__The problem__
The records that follow are to be repeated in full, with no pictures retained.

__Records to use__
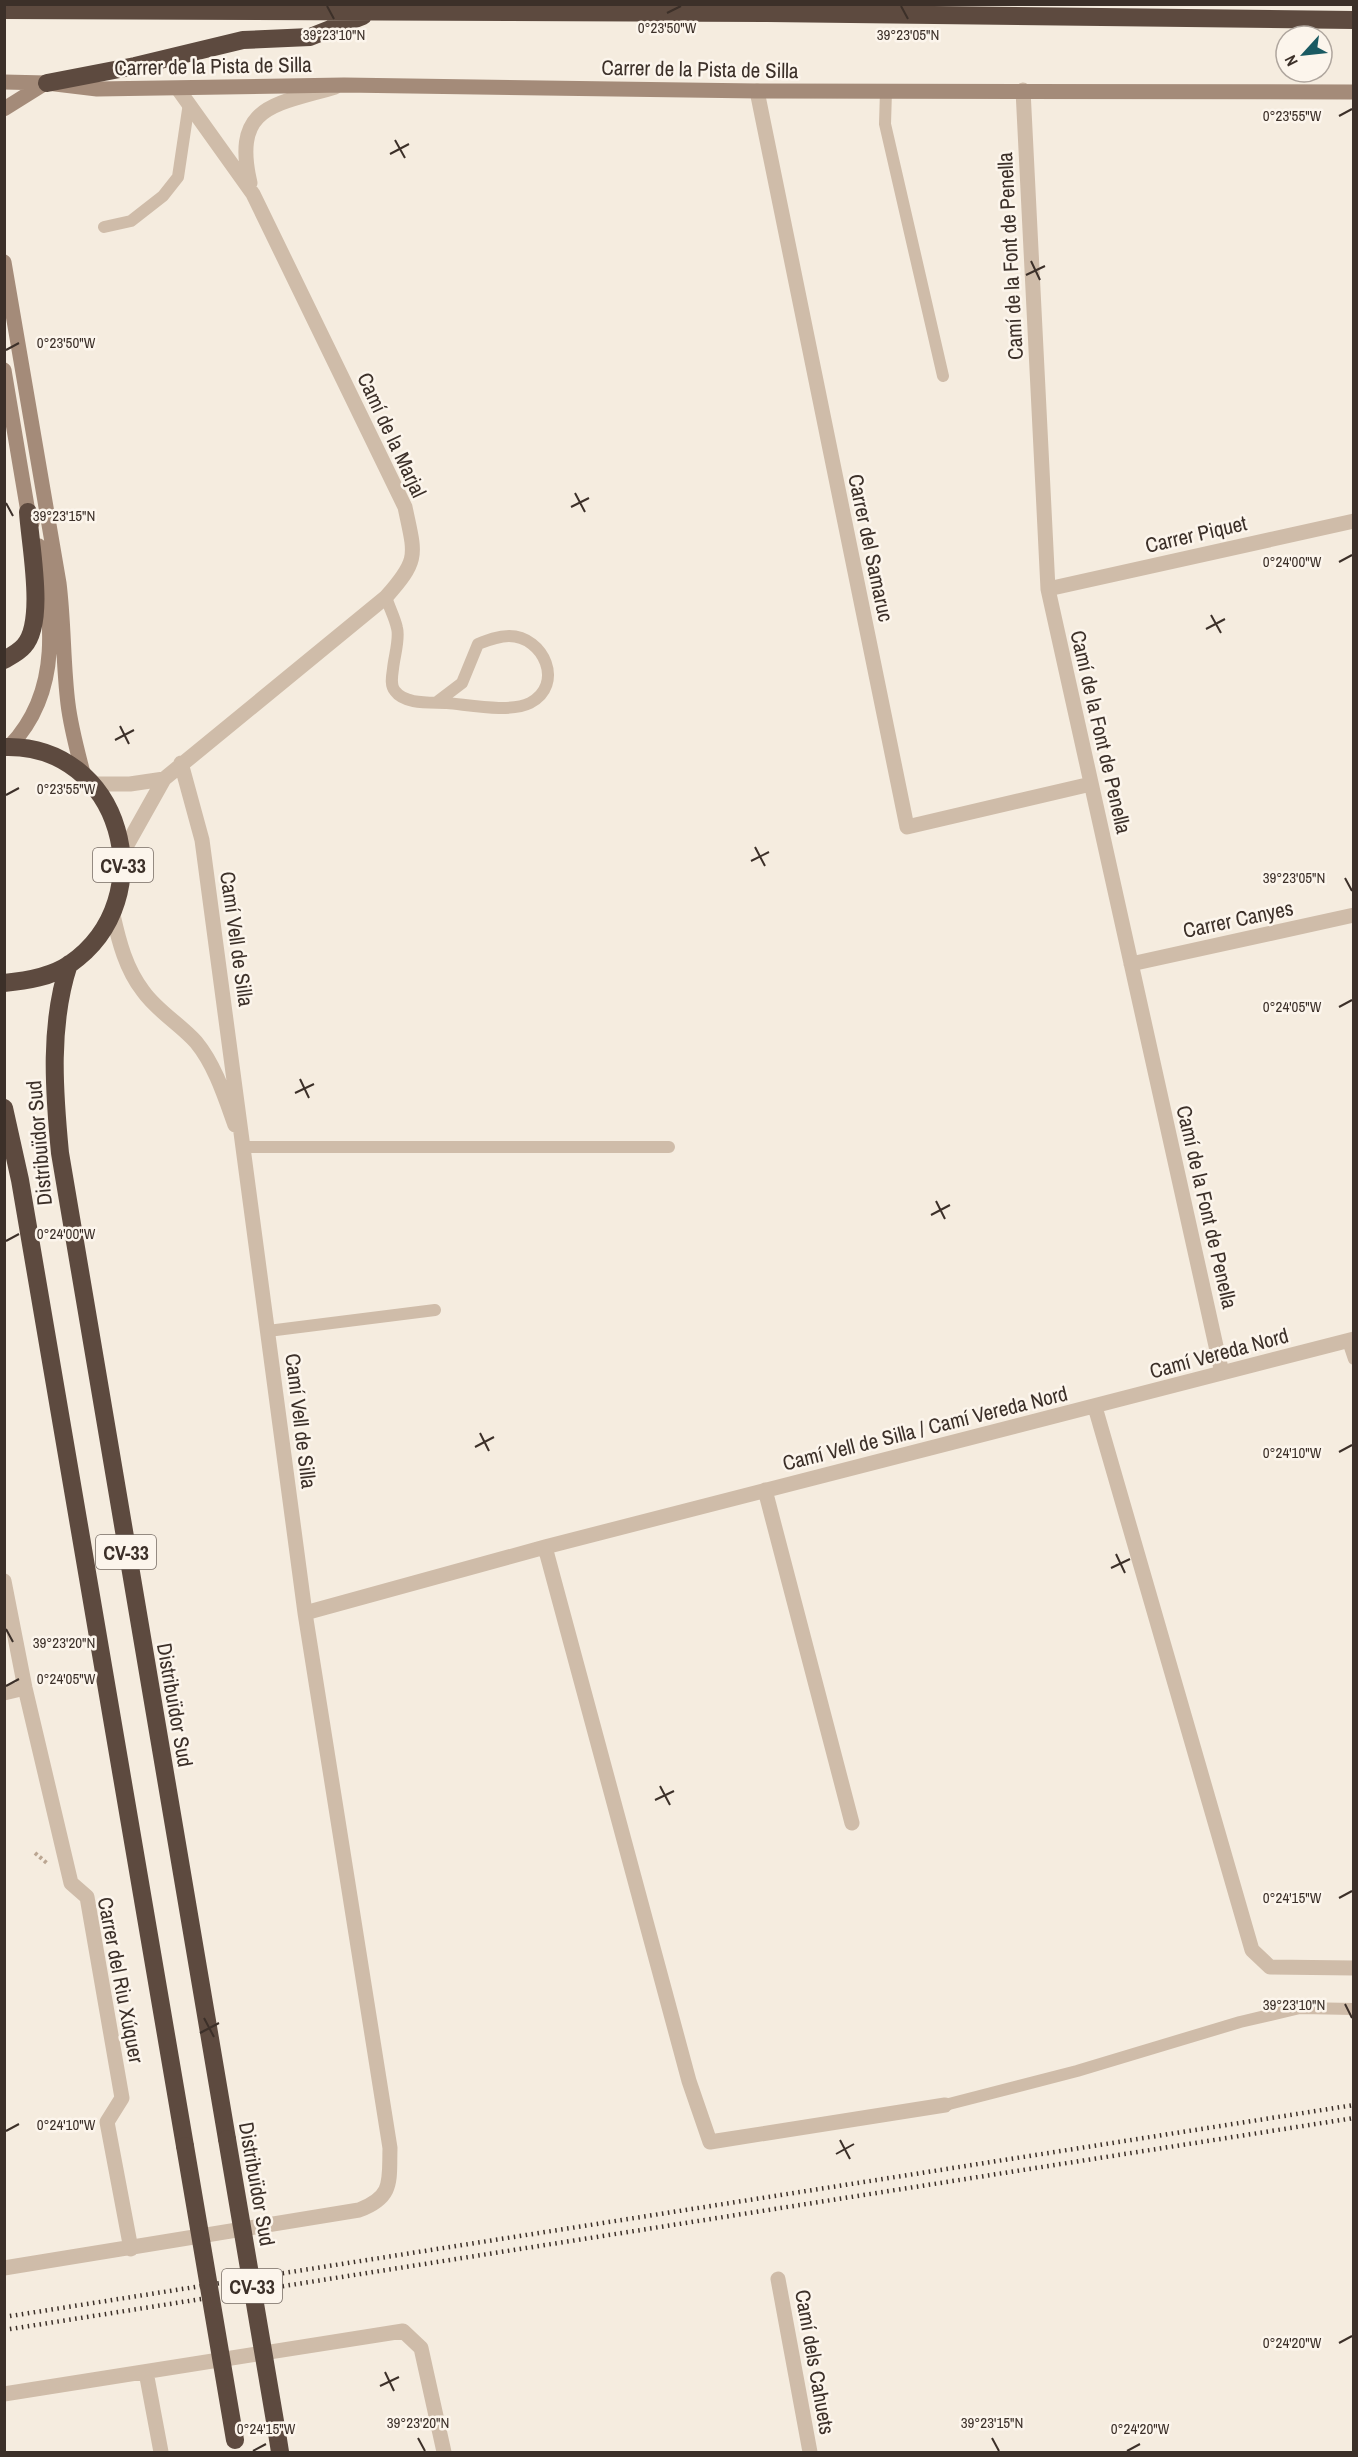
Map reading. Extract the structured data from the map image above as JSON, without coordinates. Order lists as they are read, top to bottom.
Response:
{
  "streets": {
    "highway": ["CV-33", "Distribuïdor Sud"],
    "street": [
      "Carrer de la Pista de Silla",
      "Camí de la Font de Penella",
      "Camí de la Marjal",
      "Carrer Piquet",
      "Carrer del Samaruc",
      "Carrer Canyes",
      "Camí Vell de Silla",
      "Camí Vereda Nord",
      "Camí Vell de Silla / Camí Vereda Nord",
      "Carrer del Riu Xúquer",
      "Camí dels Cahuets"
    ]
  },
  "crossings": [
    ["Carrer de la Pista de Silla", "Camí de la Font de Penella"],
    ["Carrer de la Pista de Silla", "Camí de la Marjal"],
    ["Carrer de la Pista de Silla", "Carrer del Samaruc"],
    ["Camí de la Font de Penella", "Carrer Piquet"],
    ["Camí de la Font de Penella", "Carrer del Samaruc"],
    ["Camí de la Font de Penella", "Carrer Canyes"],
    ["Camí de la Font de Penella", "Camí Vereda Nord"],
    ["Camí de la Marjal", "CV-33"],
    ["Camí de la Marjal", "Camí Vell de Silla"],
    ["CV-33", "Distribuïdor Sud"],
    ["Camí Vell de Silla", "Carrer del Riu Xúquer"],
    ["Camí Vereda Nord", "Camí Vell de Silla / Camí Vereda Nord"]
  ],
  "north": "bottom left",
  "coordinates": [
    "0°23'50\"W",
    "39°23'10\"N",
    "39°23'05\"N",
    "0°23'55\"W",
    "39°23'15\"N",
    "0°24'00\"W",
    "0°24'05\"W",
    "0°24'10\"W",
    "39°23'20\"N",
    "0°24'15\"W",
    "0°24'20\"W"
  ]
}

__Answer for this exercise__
Map reading. Extract the structured data from the map image above as JSON, without coordinates. Order lists as they are read, top to bottom.
Response:
{
  "streets": {
    "highway": ["CV-33", "Distribuïdor Sud"],
    "street": [
      "Carrer de la Pista de Silla",
      "Camí de la Font de Penella",
      "Camí de la Marjal",
      "Carrer Piquet",
      "Carrer del Samaruc",
      "Carrer Canyes",
      "Camí Vell de Silla",
      "Camí Vereda Nord",
      "Camí Vell de Silla / Camí Vereda Nord",
      "Carrer del Riu Xúquer",
      "Camí dels Cahuets"
    ]
  },
  "crossings": [
    ["Carrer de la Pista de Silla", "Camí de la Font de Penella"],
    ["Carrer de la Pista de Silla", "Camí de la Marjal"],
    ["Carrer de la Pista de Silla", "Carrer del Samaruc"],
    ["Camí de la Font de Penella", "Carrer Piquet"],
    ["Camí de la Font de Penella", "Carrer del Samaruc"],
    ["Camí de la Font de Penella", "Carrer Canyes"],
    ["Camí de la Font de Penella", "Camí Vereda Nord"],
    ["Camí de la Marjal", "CV-33"],
    ["Camí de la Marjal", "Camí Vell de Silla"],
    ["CV-33", "Distribuïdor Sud"],
    ["Camí Vell de Silla", "Carrer del Riu Xúquer"],
    ["Camí Vereda Nord", "Camí Vell de Silla / Camí Vereda Nord"]
  ],
  "north": "bottom left",
  "coordinates": [
    "0°23'50\"W",
    "39°23'10\"N",
    "39°23'05\"N",
    "0°23'55\"W",
    "39°23'15\"N",
    "0°24'00\"W",
    "0°24'05\"W",
    "0°24'10\"W",
    "39°23'20\"N",
    "0°24'15\"W",
    "0°24'20\"W"
  ]
}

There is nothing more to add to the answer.